We need to protect our SMEs and allow them to borrow once more by solving the non-core debt issue. If this does not happen, then for the next ten to 15 years these successful companies will be excluded from progressive expansion. As I stated earlier, standing still is not an option. Anyone who sets up a business or anyone involved in business wants to expand and that is the final letter on it. A ten-year sin bin may will condemn many SMEs to a slow wind-down. Many of the owner-directors in existing SMEs will be looking at retirement rather than expansion in ten to 15 years time and it is important to recognise this.

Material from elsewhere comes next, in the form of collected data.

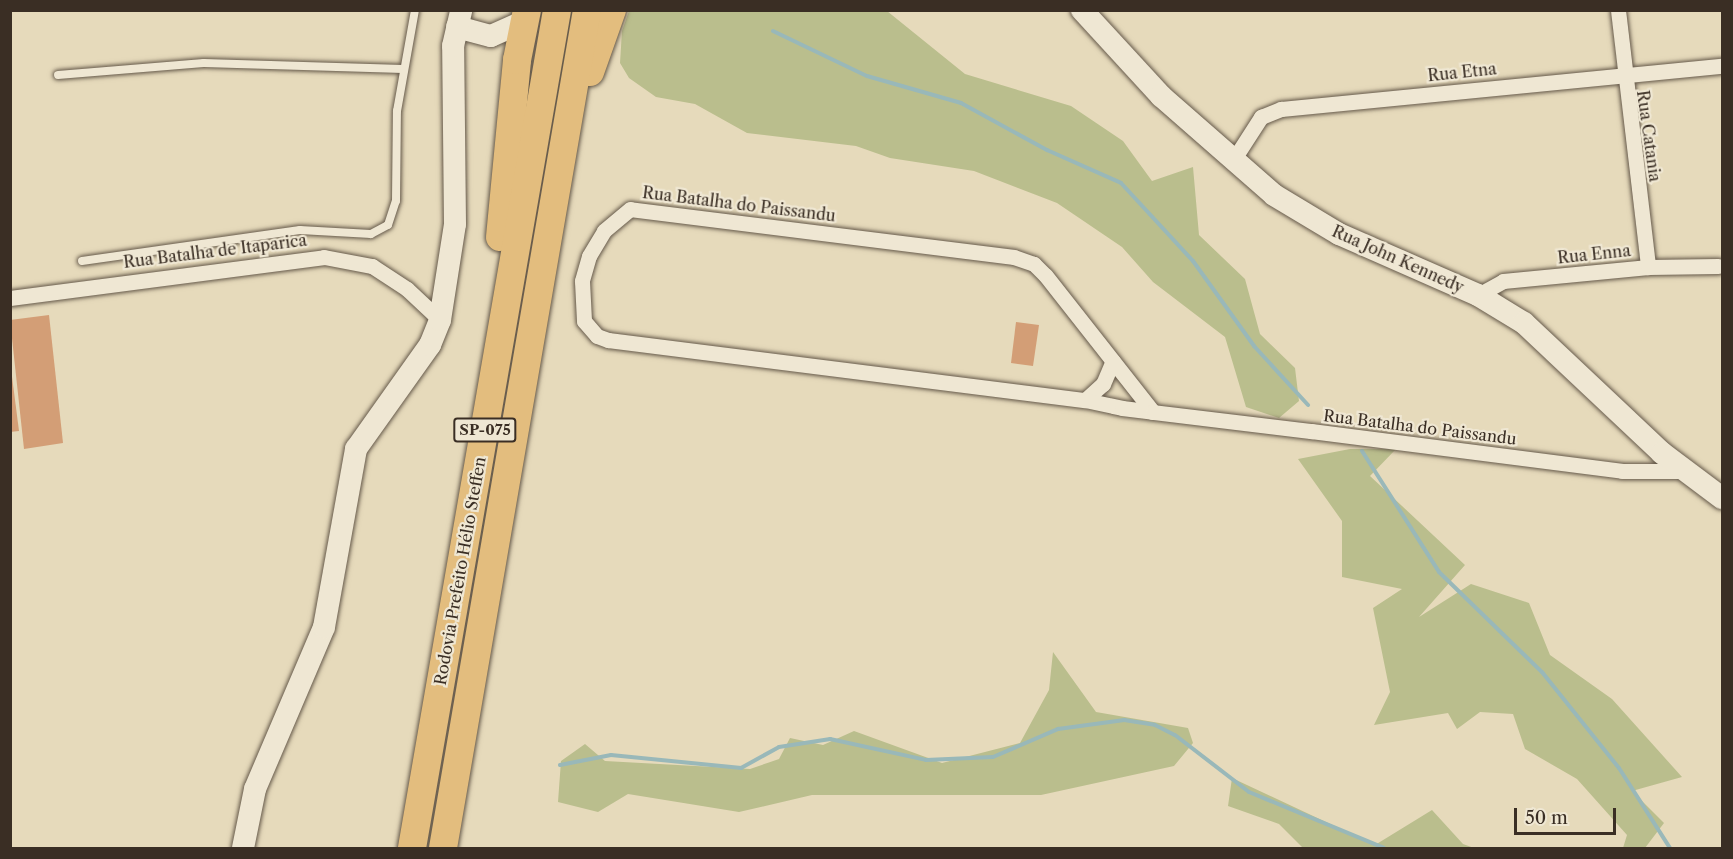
<!DOCTYPE html>
<meta charset="utf-8">
<style>
body{margin:0}
#map{position:relative;width:1733px;height:859px;overflow:hidden;background:#e6dabb;font-family:"Libre Caslon Text",serif}
div>[style]{position:absolute}
[style*='--x']{left:calc(var(--x)*1px);top:calc(var(--y)*1px);width:calc(var(--w)*1px);rotate:calc(var(--a)*1deg)}
.green>*{inset:0;background:#babe8d}
.stream>*{height:4px;margin:-2px;padding:0 2px;transform-origin:2px;border-radius:2px;background:#99b8b9}
.building>*{inset:0;background:#d39e76}
.roads{filter:drop-shadow(0 0 2px #65594a) drop-shadow(0 0 2px #65594a)}
.lane>*{height:8px;margin:-4px;padding:0 4px;transform-origin:4px;border-radius:4px;background:#efe7d3}
.street>*{height:15px;margin:-7.5px;padding:0 7.5px;transform-origin:7.5px;border-radius:7.5px;background:#efe7d3}
.secondary>*{height:22px;margin:-11px;padding:0 11px;transform-origin:11px;border-radius:11px;background:#efe7d3}
.highway>*{height:28px;margin:-14px;padding:0 14px;transform-origin:14px;border-radius:14px;background:#e3bd7e}
span{translate:-50% -50%;white-space:nowrap;text-align:center;line-height:1.15;-webkit-text-stroke:4.5px #efe7d3;paint-order:stroke}
.shield-label span{padding:2px 4px;background:#efe7d3;border:2px solid;border-radius:4px;-webkit-text-stroke-width:0}
.shield-label{font-size:15px;color:#3a2e24;font-weight:700}
.street-label{font-size:16px;color:#3a2e24}
.frame{position:absolute;inset:0;border:12px solid #3a2e24;pointer-events:none}
.scale{position:absolute;left:1514px;top:808px;width:102px;height:27px;box-sizing:border-box;border:3px solid #3a2e24;border-top:0;padding-left:8px;font-size:18px;line-height:21px;white-space:nowrap;color:#3a2e24;-webkit-text-stroke:4px #efe7d3;paint-order:stroke}
</style>
<div id="map">
<div class="green">
<i style="clip-path:polygon(629px 11px,887px 11px,965px 74px,1071px 106px,1123px 141px,1152px 181px,1193px 167px,1199px 235px,1245px 279px,1260px 334px,1295px 368px,1299px 401px,1279px 418px,1246px 407px,1225px 337px,1153px 282px,1122px 247px,1057px 203px,974px 171px,890px 158px,856px 146px,747px 133px,695px 104px,656px 97px,629px 78px,620px 63px,622px 31px)"></i>
<i style="clip-path:polygon(1350px 449px,1396px 449px,1370px 476px,1465px 565px,1419px 617px,1471px 584px,1529px 603px,1550px 655px,1612px 699px,1682px 777px,1632px 791px,1664px 823px,1645px 848px,1623px 848px,1627px 835px,1577px 779px,1525px 749px,1513px 714px,1480px 712px,1457px 729px,1448px 713px,1374px 725px,1390px 692px,1373px 608px,1402px 589px,1342px 577px,1342px 521px,1298px 459px)"></i>
<i style="clip-path:polygon(1053px 652px,1096px 712px,1188px 728px,1193px 743px,1174px 766px,1041px 795px,812px 795px,739px 812px,628px 794px,598px 812px,558px 802px,561px 761px,585px 744px,605px 761px,750px 769px,779px 759px,790px 738px,823px 745px,854px 731px,942px 763px,1020px 743px,1049px 690px)"></i>
<i style="clip-path:polygon(1232px 778px,1375px 845px,1432px 810px,1463px 844px,1474px 848px,1303px 848px,1279px 824px,1228px 806px)"></i>
</div>
<div class="stream">
<i style="--x:773;--y:31;--w:104;--a:25.6"></i>
<i style="--x:867;--y:76;--w:98;--a:16"></i>
<i style="--x:961;--y:103;--w:98;--a:28.7"></i>
<i style="--x:1047;--y:150;--w:81;--a:24"></i>
<i style="--x:1121;--y:183;--w:106;--a:47.3"></i>
<i style="--x:1193;--y:261;--w:105;--a:54.3"></i>
<i style="--x:1254;--y:346;--w:80;--a:47.5"></i>
<i style="--x:1362;--y:451;--w:143;--a:57.5"></i>
<i style="--x:1439;--y:572;--w:144;--a:44.2"></i>
<i style="--x:1542;--y:672;--w:123;--a:51.3"></i>
<i style="--x:1619;--y:768;--w:95;--a:57.5"></i>
<i style="--x:560;--y:765;--w:52;--a:-11.1"></i>
<i style="--x:611;--y:755;--w:131;--a:5.7"></i>
<i style="--x:741;--y:768;--w:43;--a:-28.9"></i>
<i style="--x:779;--y:747;--w:52;--a:-8.9"></i>
<i style="--x:830;--y:739;--w:98;--a:12.3"></i>
<i style="--x:926;--y:760;--w:67;--a:-2.6"></i>
<i style="--x:993;--y:757;--w:71;--a:-23.3"></i>
<i style="--x:1058;--y:729;--w:67;--a:-7.8"></i>
<i style="--x:1124;--y:720;--w:31;--a:9"></i>
<i style="--x:1155;--y:725;--w:22;--a:27"></i>
<i style="--x:1175;--y:735;--w:93;--a:37.6"></i>
<i style="--x:1249;--y:792;--w:146;--a:22.5"></i>
</div>
<div class="building">
<i style="clip-path:polygon(49px 315px,63px 443px,24px 449px,10px 320px)"></i>
<i style="clip-path:polygon(1016px 322px,1039px 325px,1033px 366px,1011px 363px)"></i>
<i style="clip-path:polygon(10px 361px,19px 431px,10px 432px)"></i>
</div>
<div class="roads">
<div class="lane">
<i style="--x:58;--y:75;--w:146;--a:-4.7"></i>
<i style="--x:204;--y:63;--w:199;--a:1.7"></i>
<i style="--x:82;--y:261;--w:220;--a:-8.1"></i>
<i style="--x:300;--y:230;--w:71;--a:3.2"></i>
<i style="--x:371;--y:234;--w:19;--a:-28"></i>
<i style="--x:388;--y:225;--w:25;--a:-72"></i>
<i style="--x:396;--y:201;--w:90;--a:-89.4"></i>
<i style="--x:397;--y:111;--w:103;--a:-79.9"></i>
</div>
<div class="street">
<i style="--x:1618;--y:10;--w:259;--a:83.3"></i>
<i style="--x:1232;--y:162;--w:54;--a:-57.2"></i>
<i style="--x:1261;--y:117;--w:22;--a:-22"></i>
<i style="--x:1281;--y:109;--w:443;--a:-5.6"></i>
<i style="--x:1478;--y:295;--w:29;--a:-29"></i>
<i style="--x:1503;--y:281;--w:146;--a:-5.5"></i>
<i style="--x:1648;--y:267;--w:70;--a:-0.8"></i>
<i style="--x:10;--y:298;--w:317;--a:-7.4"></i>
<i style="--x:324;--y:257;--w:49;--a:10.6"></i>
<i style="--x:372;--y:266;--w:42;--a:33.3"></i>
<i style="--x:407;--y:289;--w:45;--a:43.2"></i>
<i style="--x:1085;--y:400;--w:24;--a:-42"></i>
<i style="--x:1103;--y:384;--w:25;--a:-67"></i>
<i style="--x:1153;--y:412;--w:174;--a:-128.2"></i>
<i style="--x:1045;--y:275;--w:16;--a:-135"></i>
<i style="--x:1034;--y:264;--w:21;--a:-161"></i>
<i style="--x:1014;--y:257;--w:387;--a:-172.9"></i>
<i style="--x:630;--y:209;--w:34;--a:140"></i>
<i style="--x:604;--y:231;--w:29;--a:121"></i>
<i style="--x:589;--y:256;--w:26;--a:106"></i>
<i style="--x:582;--y:281;--w:40;--a:87.1"></i>
<i style="--x:584;--y:321;--w:20;--a:49"></i>
<i style="--x:597;--y:336;--w:12;--a:20"></i>
<i style="--x:608;--y:340;--w:481;--a:7.2"></i>
<i style="--x:1085;--y:400;--w:38;--a:12"></i>
<i style="--x:1122;--y:408;--w:31;--a:7"></i>
<i style="--x:1153;--y:412;--w:159;--a:6.9"></i>
<i style="--x:1311;--y:431;--w:314;--a:7.3"></i>
<i style="--x:1622;--y:471;--w:62;--a:0"></i>
</div>
<div class="secondary">
<i style="--x:1082;--y:10;--w:117;--a:47.4"></i>
<i style="--x:1161;--y:96;--w:150;--a:41.2"></i>
<i style="--x:1274;--y:195;--w:76;--a:31"></i>
<i style="--x:1339;--y:234;--w:152;--a:23.7"></i>
<i style="--x:1478;--y:295;--w:54;--a:31.3"></i>
<i style="--x:1524;--y:323;--w:190;--a:43.3"></i>
<i style="--x:1662;--y:453;--w:75;--a:36.9"></i>
<i style="--x:457;--y:27;--w:35;--a:15"></i>
<i style="--x:491;--y:36;--w:35;--a:-24"></i>
<i style="--x:243;--y:848;--w:60;--a:-78.5"></i>
<i style="--x:255;--y:789;--w:176;--a:-66.9"></i>
<i style="--x:324;--y:627;--w:181;--a:-79.8"></i>
<i style="--x:356;--y:449;--w:128;--a:-54.6"></i>
<i style="--x:430;--y:345;--w:27;--a:-68"></i>
<i style="--x:440;--y:320;--w:97;--a:-81.1"></i>
<i style="--x:455;--y:224;--w:178;--a:-90.6"></i>
<i style="--x:453;--y:46;--w:37;--a:-77"></i>
</div>
<div class="highway">
<i style="--x:590;--y:72;--w:66;--a:-70.5"></i>
<i style="--x:500;--y:237;--w:178;--a:-84.5"></i>
<i style="--x:517;--y:60;--w:51;--a:-78.7"></i>
<i style="--x:412;--y:848;--w:850;--a:-80.18"></i>
<i style="--x:443;--y:848;--w:850;--a:-80.25"></i>
</div>
</div>
<div class="shield-label">
<span style="left:485px;top:430px">SP-075</span>
</div>
<div class="street-label">
<span style="left:1462px;top:72px;rotate:-6deg">Rua Etna</span>
<span style="left:1649px;top:136px;rotate:82deg">Rua Catania</span>
<span style="left:739px;top:204px;rotate:7deg">Rua Batalha do Paissandu</span>
<span style="left:215px;top:251px;rotate:-7deg">Rua Batalha de Itaparica</span>
<span style="left:1594px;top:254px;rotate:-6deg">Rua Enna</span>
<span style="left:1398px;top:259px;rotate:24deg">Rua John Kennedy</span>
<span style="left:1420px;top:427px;rotate:7deg">Rua Batalha do Paissandu</span>
<span style="left:460px;top:571px;rotate:-80deg">Rodovia Prefeito Hélio Steffen</span>
</div>
<div class="frame"></div>
<div class="scale">50 m</div>
</div>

This is a work-in-progress and I recognise the work done to date by the Minister and the Government. The progressive approach taken towards business with the Action Plan for Jobs, the jobs initiative and Pathways to Work represent the first time SMEs have been engaged with and taken seriously. The National Pensions Reserve Fund and the National Treasury Management Agency funding offer great potential and I am delighted to hear it. It delivers something more important: hope to all of us who have clung on in recent years, who have kept people employed and who have fought against the odds. I have no doubt we will succeed and I thank the Minister.